True believers remain. They entered crypto after witnessing governments destroy currencies, freeze accounts for political reasons, or exclude entire populations from basic financial services. They serve as the moral fig leaf for an industry whose core driver is profit. Profit itself isn’t wrong—but pretending otherwise is.
To me, this trade-off may well be worth it—and those making it know exactly what they’re doing, even if they won’t admit it outright. Pure decentralization has always struggled in reality. No one gathered in secret to kill decentralization. The truth is simpler: whenever people choose between “a working product” and “an unworkable principle,” they choose the former—every time. Silently. Without announcement. Without ceremony.
What’s truly darkly humorous is how this story plays out politically.
Before signing *any* crypto-related legislation—or appointing *any* pro-crypto regulator—Trump’s organization saw its first-half 2025 revenue surge 17-fold to $864 million, over 90% of which came from crypto-related projects. According to a Wall Street Journal analysis, by early 2026, the Trump family had already cashed out at least $1.2 billion from World Liberty Financial alone. His 19-year-old son Barron is listed on the project’s website as a “DeFi Visionary.” Honestly, let’s observe five minutes of silence for whoever wrote that copy.
@fortune.com
This is the same person who called Bitcoin a “scam” in 2021—and stood on stage at the Bitcoin Conference in 2024. The crowd that spent years chanting “governments have no right to control your money” watches a sitting president profit directly from the very industry he regulates—and responds not with outrage, but by speculating on price and shouting “bull market!”
Economics has a concept called “revealed preference”: what you *do* reveals more about what you believe than what you *say*. And the revealed preference of the decentralization movement under real-world political scrutiny is clear: We care about decentralization—until it costs us something. After that, we care only about price.
I don’t intend to judge. I’m just documenting—because someone has to.

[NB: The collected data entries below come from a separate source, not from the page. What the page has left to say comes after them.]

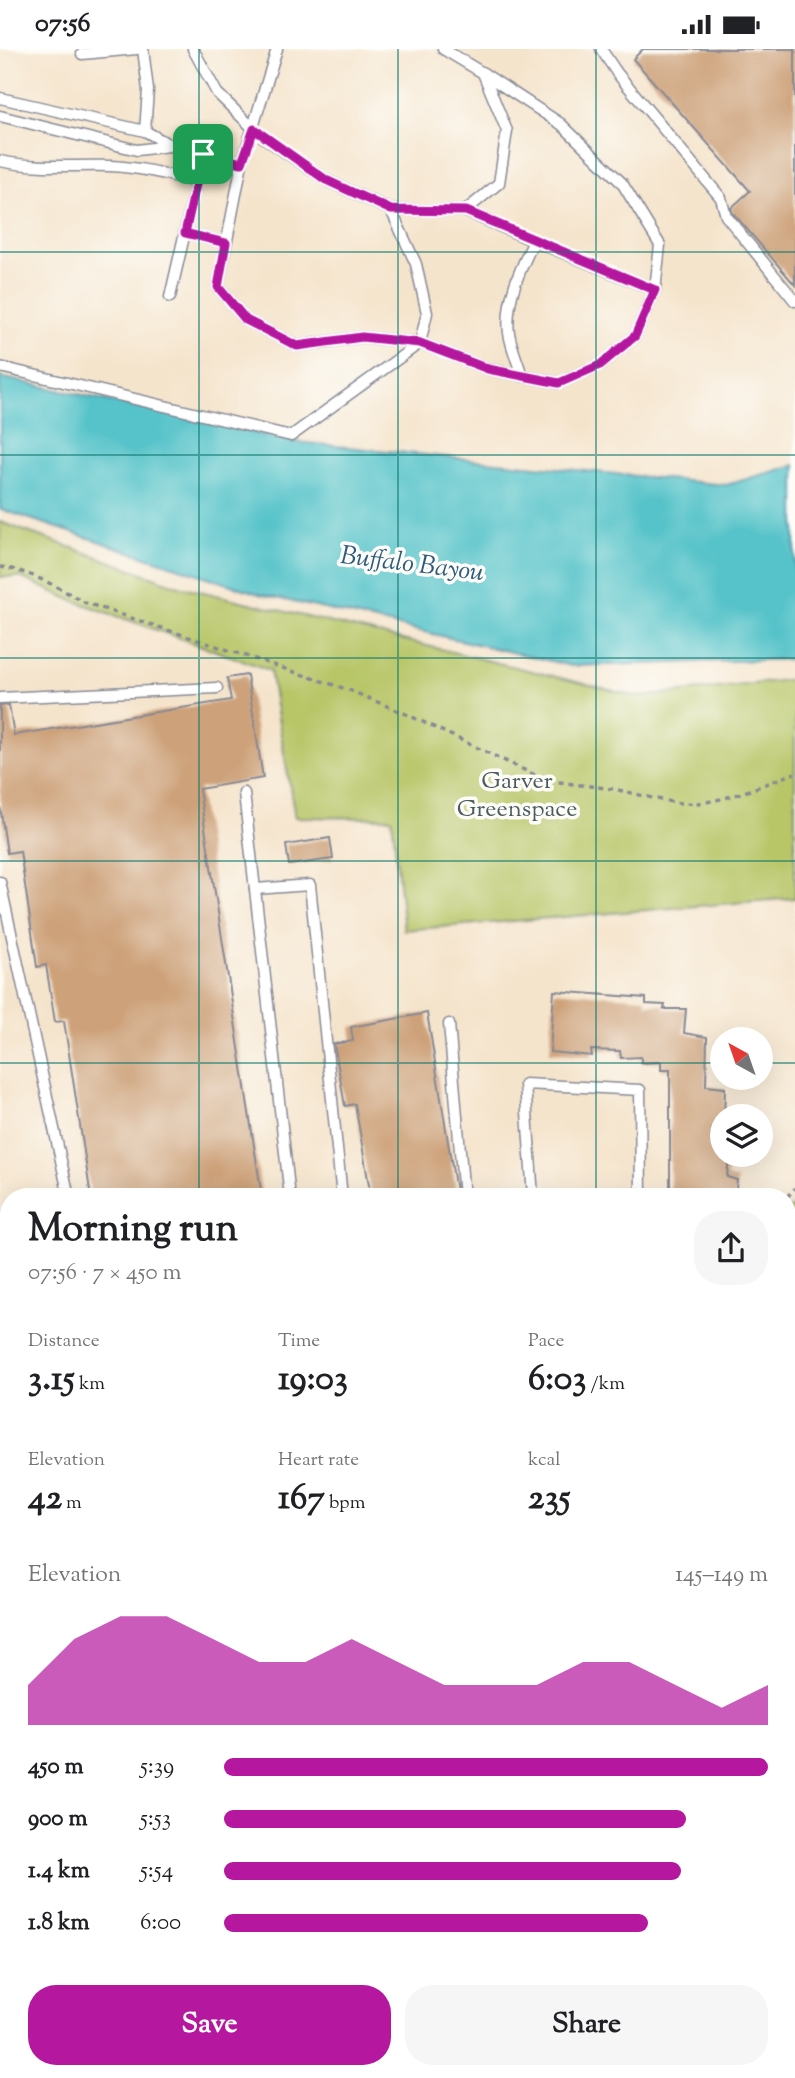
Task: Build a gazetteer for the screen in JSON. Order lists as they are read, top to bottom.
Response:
{
  "water": ["Buffalo Bayou"],
  "parks": ["Garver Greenspace"],
  "north": "top left",
  "page": {
    "status": "07:56",
    "heading": ["Morning run", "07:56 · 7 × 450 m"],
    "stats": [
      ["Distance", "3.15 km"],
      ["Time", "19:03"],
      ["Pace", "6:03 /km"],
      ["Elevation", "42 m"],
      ["Heart rate", "167 bpm"],
      ["kcal", "235"]
    ],
    "chart": ["Elevation", "145–149 m"],
    "list": [
      {
        "name": "450 m",
        "note": "5:39"
      },
      {
        "name": "900 m",
        "note": "5:53"
      },
      {
        "name": "1.4 km",
        "note": "5:54"
      },
      {
        "name": "1.8 km",
        "note": "6:00"
      }
    ],
    "buttons": ["Save", "Share"]
  }
}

The feverish “we’re going to change the world” energy of 2017 and 2021 has mostly faded. The NFT crowd dispersed; people in the metaverse found other topics on which to confidently spout nonsense. What remains is quieter—less messianic, and far more honest about what it’s actually doing. Protocol layers run as designed; application layers ship astonishing products. This revolution *did* deliver practical financial infrastructure, transform how value moves globally, and make a great many people extremely wealthy.
All I want to say is this: Be honest about what you’re doing.
If you’re building a centralized exchange with better UX and crypto rails—say so. If your stablecoin is issued by a company, can freeze wallets, and holds reserves in banks—say so. If your DAO is effectively controlled by three wallets—and everyone knows it—say so. Users can handle honesty. What they can’t sustain long-term is the growing chasm between narrative and reality. Eventually, they’ll vote with their feet.
Satoshi Nakamoto has been silent for fifteen years. Perhaps he foresaw all this—and chose to watch from the shadows. Or perhaps he simply knew when to walk away.